- PROBLEM TO SOLVE
Within the records below is a range that opens at the line with "<!-- icons -->" and closes at the line with "1.2L3.7 5.4L0 3.3L-3.7". Return that range word for word, both ends included, and only that range.

INFORMATION Start Marker

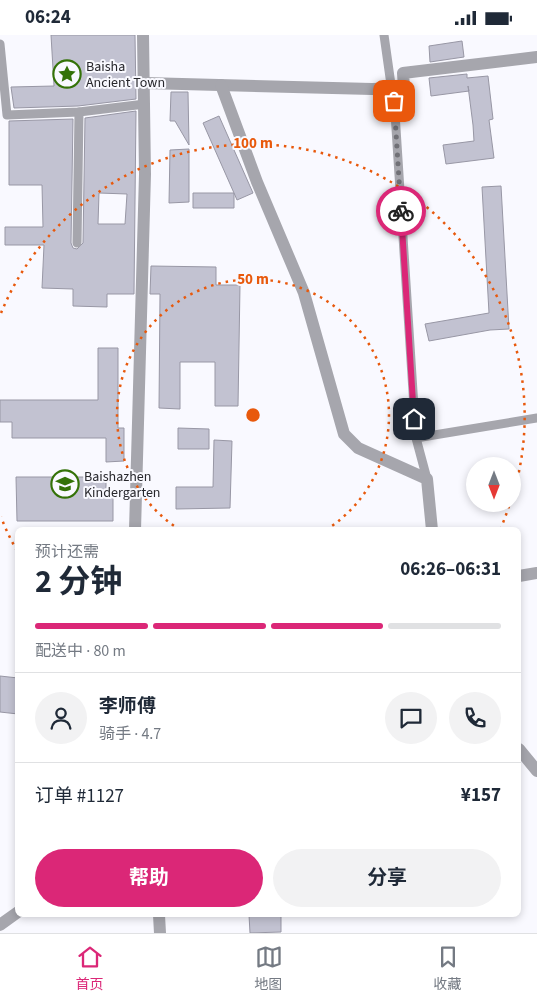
<!DOCTYPE html>
<html lang="zh">
<head>
<meta charset="utf-8">
<style>
	:root { --surface:#fff; --page:#f2f2f3; --text:#1f2937; --muted:#747a83; --line:#e0e1e3; --accent:#db2777 }
	body { margin:0; font-family:"Source Sans 3","Noto Sans SC",sans-serif; background:var(--page); color:var(--text); height:100vh; display:flex; flex-direction:column; font-size:19px; white-space:nowrap }
	* { box-sizing:border-box; margin:0 }
	p { font-size:16px; color:var(--muted) }
	.icon { flex:none; width:28px; height:28px; fill:none; stroke:currentColor; stroke-width:2; stroke-linecap:round; stroke-linejoin:round }
	.map { position:relative; flex:1; overflow:hidden }
	.details { position:absolute; left:15px; top:492px; width:506px; height:390px; display:flex; flex-direction:column; background:var(--surface); border-radius:8px; box-shadow:0 2px 8px #0003 }
	.details>* { flex:none }
	.needle { width:32px; rotate:180deg }
	.controls { position:absolute; left:466px; top:422px; display:grid; gap:10px }
	.controls a { display:grid; place-items:center; width:55px; height:55px; border-radius:50%; background:var(--surface); box-shadow:0 2px 8px #0003; font-size:25px }
	.pin { position:absolute; display:grid; place-items:center; width:42px; height:42px; color:#fff; margin:-21px; border-radius:10px; box-shadow:0 2px 8px #0006 }
	.courier { position:absolute; display:grid; place-items:center; width:50px; height:50px; margin:-25px; border:4px solid #db2777; border-radius:50%; background:#fff; color:#222; box-shadow:0 1px 6px #0007 }
	.head em { font-style:normal; font-weight:700 }
	.head div { display:flex; flex-direction:column-reverse }
	.head { display:flex; align-items:center; justify-content:space-between; height:85px; padding:0 20px }
	h1 { font-size:32px; font-weight:700; line-height:38px }
	.bar { display:grid; grid-template-columns:repeat(4,1fr); gap:8px 5px; align-content:center; height:60px; padding:0 20px }
	.bar i { height:6px; border-radius:4px; background:var(--line) }
	.bar .selected { background:var(--accent) }
	.bar p { grid-column:span 4 }
	.line { display:flex; align-items:center; gap:12px; padding:0 20px; border-top:1px solid var(--line) }
	.line div { flex:1 }
	.round { display:grid; place-items:center; flex:none; width:52px; height:52px; border-radius:26px; background:var(--page) }
	.action { display:flex; gap:10px; margin-top:auto; padding:10px 20px }
	.action a { flex:1; height:58px; border-radius:30px; background:var(--accent); color:#fff; font-size:20px; font-weight:700; line-height:58px; text-align:center }
	.action a+a { background:var(--page); color:var(--text) }
	.status { display:flex; justify-content:space-between; align-items:center; height:35px; padding:0 25px; background:var(--surface); direction:ltr }
	.status svg { height:14px; fill:currentColor }
	.dock { display:flex; justify-content:space-around; align-items:center; height:70px; border-top:1px solid var(--line); background:var(--surface); font-size:14px; color:var(--muted) }
	.dock a { display:grid; justify-items:center; gap:2px }
	.dock .selected { color:var(--accent) }
	.map>svg:first-child { display:block }
</style>
</head>
<body>
<div class="status"><b>06:24</b><svg viewBox="0 0 49 12"><path d="M0 12V9h3v3zM5 12V6h3v6zM10 12V3h3v9zM15 12V0h3v12zM26 1h20v11H26zM47 4h2v5h-2z"/></svg></div>
<div class="map">
<svg width="537" height="898" viewBox="0 0 537 898">
	<rect width="100%" height="100%" fill="#f9f9ff"/>
	<!-- building -->
	<g fill="#c2c2d1" stroke="#9897a5" fill-rule="evenodd">
		<polygon points="51,0 135,0 136,64 78,71 14,73 11,52 54,51"/>
		<polygon points="462,6 464,22 430,27 429,11"/>
		<polygon points="467,39 467,43 488,41 493,84 489,85 494,123 446,129 443,110 474,106 473,90 468,51 469,56 431,61 429,43"/>
		<polygon points="171,57 188,57 189,110 175,86 170,86"/>
		<path d="M136 76 134 259H107V272L73 271V254L42 253 44 210H5V192H43L42 150H9V86L73 84 71 208 73 213 77 214 83 208 85 83ZM99 158 127 159 125 189H98Z"/>
		<polygon points="219,81 253,158 237,165 234,158 234,173 193,173 193,158 234,158 203,88"/>
		<polygon points="189,114 189,167 169,168 170,115"/>
		<polygon points="501,151 509,294 490,295 429,306 425,289 489,278 482,152"/>
		<polygon points="151,231 216,232 216,250 240,250 238,371 215,371 215,327 180,327 180,374 159,373 160,259 150,259"/>
		<polygon points="98,313 118,313 118,393 124,393 124,426 106,427 106,403 12,403 12,387 0,387 0,365 98,365"/>
		<polygon points="178,393 209,394 209,414 178,414"/>
		<polygon points="214,405 232,406 230,473 176,474 176,452 213,452"/>
		<polygon points="16,442 106,442 106,460 113,460 113,486 17,486"/>
		<polygon points="0,641 18,643 18,679 0,677"/>
		<polygon points="249,880 281,880 281,897 250,898"/>
	</g>
	<g fill="none" stroke-linecap="round" stroke-linejoin="round">
		<!-- lane -->
		<g stroke="#a6a6ad" stroke-width="9">
			<polyline points="384,0 395,78 416,403 427,444"/>
			<polyline points="0,9 7,80 79,77 145,69"/>
			<polyline points="77,208 79,77"/>
			<polyline points="416,403 537,383"/>
		</g>
		<!-- street -->
		<g stroke="#a6a6ad" stroke-width="12">
			<polyline points="145,48 372,54 404,53 403,38 537,22"/>
			<polyline points="221,50 257,147 304,258 344,399 358,413 427,444 432,495"/>
			<polyline points="135,495 145,139 143,0"/>
			<polyline points="519,541 537,538"/>
			<polyline points="519,714 537,736"/>
			<polyline points="159,880 160,898"/>
			<polyline points="0,890 18,877"/>
		</g>
	</g>
	<g fill="none" stroke-linecap="round" stroke-linejoin="round">
		<!-- done -->
		<polyline stroke="#707076" stroke-width="5" stroke-dasharray="0 9" points="394,66 401,176"/>
		<!-- route -->
		<polyline stroke="#db2777" stroke-width="6" points="401,176 414,384"/>
	</g>
	<!-- distance rings -->
	<g fill="none" stroke="#e8590c" stroke-width="2.5" stroke-dasharray="2.5 5">
		<path d="M180 495A136 136 0 1 1 326 495"/>
		<path d="M509 471A272 272 0 0 1 500 495M17 516A272 272 0 0 1 1 482M1 278A272 272 0 0 1 513 460"/>
	</g>
	<!-- icons -->
	<defs>
		<g id="sight-ring" transform="scale(1.4375)"><circle r="9.5" fill="#f9f9ff" stroke="#347208" stroke-width="1.5"/><path d="M0-6L1.8-2.2L6-1.7L2.9 1.2L3.7 5.4L0 3.3L-3.7 5.4L-2.9 1.2L-6-1.7L-1.8-2.2Z" fill="#347208"/></g>
		<g id="school-ring" transform="scale(1.4375)"><circle r="9.5" fill="#f9f9ff" stroke="#347208" stroke-width="1.5"/><path d="M0-5L7-2L0 1L-7-2ZM-4 1L0 2.5L4 1V4Q0 6-4 4Z" fill="#347208"/></g>
	</defs>
	<g fill-rule="evenodd">
		<use href="#sight-ring" x="67" y="39"/>
		<use href="#school-ring" x="65" y="449"/>
	</g>
	<g text-anchor="middle" stroke-width="4" stroke-linejoin="round" paint-order="stroke">
		<!-- poi labels -->
		<g font-size="14" fill="#27272c" stroke="#f9f9ff" text-anchor="start">
			<text x="86" y="36">Baisha<tspan x="86" dy="16">Ancient Town</tspan></text>
			<text x="84" y="446">Baishazhen<tspan x="84" dy="16">Kindergarten</tspan></text>
		</g>
	</g>
	<circle cx="253" cy="380" r="8" fill="#e8590c" stroke="#f9f9ff" stroke-width="2.5"/>
	<g font-size="15" text-anchor="middle" font-weight="bold" fill="#e8590c" stroke="#f9f9ff" stroke-width="4" stroke-linejoin="round" paint-order="stroke">
		<text x="253" y="113">100 m</text>
		<text x="253" y="249">50 m</text>
	</g>
</svg>
<div class="controls">
<a><svg class="needle" viewBox="-14 -14 28 28"><path d="M0-13l5 13h-10z" fill="#e53935"/><path d="M0 13l5-13h-10z" fill="#747a83"/></svg></a>
</div>
<div class="pin" style="left:394px;top:66px;background:#ea580c"><svg class="icon" aria-label="bag" viewBox="0 0 24 24"><path d="M5 8h14l-1 12H6zM9 8a3 3 0 0 1 6 0"/></svg></div>
<div class="pin" style="left:414px;top:384px;background:#1f2937"><svg class="icon" aria-label="home" viewBox="0 0 24 24"><path d="M3 11l9-7 9 7M6 9v11h12V9"/></svg></div>
<div class="courier" style="left:401px;top:176px"><svg class="icon" aria-label="bike" viewBox="0 0 24 24"><circle cx="6" cy="16" r="4"/><circle cx="18" cy="16" r="4"/><path d="M6 16l4-8h5l3 8M10 8l3 8H6M13 5h3"/></svg></div>
<section class="details">
<div class="head"><div><h1>2 分钟</h1><p>预计还需</p></div><em>06:26–06:31</em></div>
<div class="bar"><i class="selected"></i><i class="selected"></i><i class="selected"></i><i></i><p>配送中 · 80 m</p></div>
<div class="line" style="height:90px"><a class="round"><svg class="icon" aria-label="person" viewBox="0 0 24 24"><circle cx="12" cy="8" r="4"/><path d="M4 21q1-7 8-7t8 7"/></svg></a><div><b>李师傅</b><p>骑手 · 4.7</p></div><a class="round"><svg class="icon" aria-label="chat" viewBox="0 0 24 24"><path d="M4 5h16v11H9l-5 4z"/></svg></a><a class="round"><svg class="icon" aria-label="phone" viewBox="0 0 24 24"><path d="M5 4h4l2 5-3 2q2 4 5 5l2-3 5 2v4C11 20 4 13 5 4z"/></svg></a></div>
<div class="line" style="height:65px"><div>订单 #1127</div><b>¥157</b></div>
<div class="action"><a>帮助</a><a>分享</a></div>
</section>
</div>
<nav class="dock">
<a class="selected"><svg class="icon" aria-label="home" viewBox="0 0 24 24"><path d="M3 11l9-7 9 7M6 9v11h12V9"/></svg>首页</a>
<a><svg class="icon" aria-label="map" viewBox="0 0 24 24"><path d="M3 6l6-2 6 2 6-2v14l-6 2-6-2-6 2zM9 4v14M15 6v14"/></svg>地图</a>
<a><svg class="icon" aria-label="saved" viewBox="0 0 24 24"><path d="M7 4h10v16l-5-4-5 4z"/></svg>收藏</a>
</nav>
</body>
</html>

INFORMATION End Marker

- RESPONSE
	<!-- icons -->
	<defs>
		<g id="sight-ring" transform="scale(1.4375)"><circle r="9.5" fill="#f9f9ff" stroke="#347208" stroke-width="1.5"/><path d="M0-6L1.8-2.2L6-1.7L2.9 1.2L3.7 5.4L0 3.3L-3.7 5.4L-2.9 1.2L-6-1.7L-1.8-2.2Z" fill="#347208"/></g>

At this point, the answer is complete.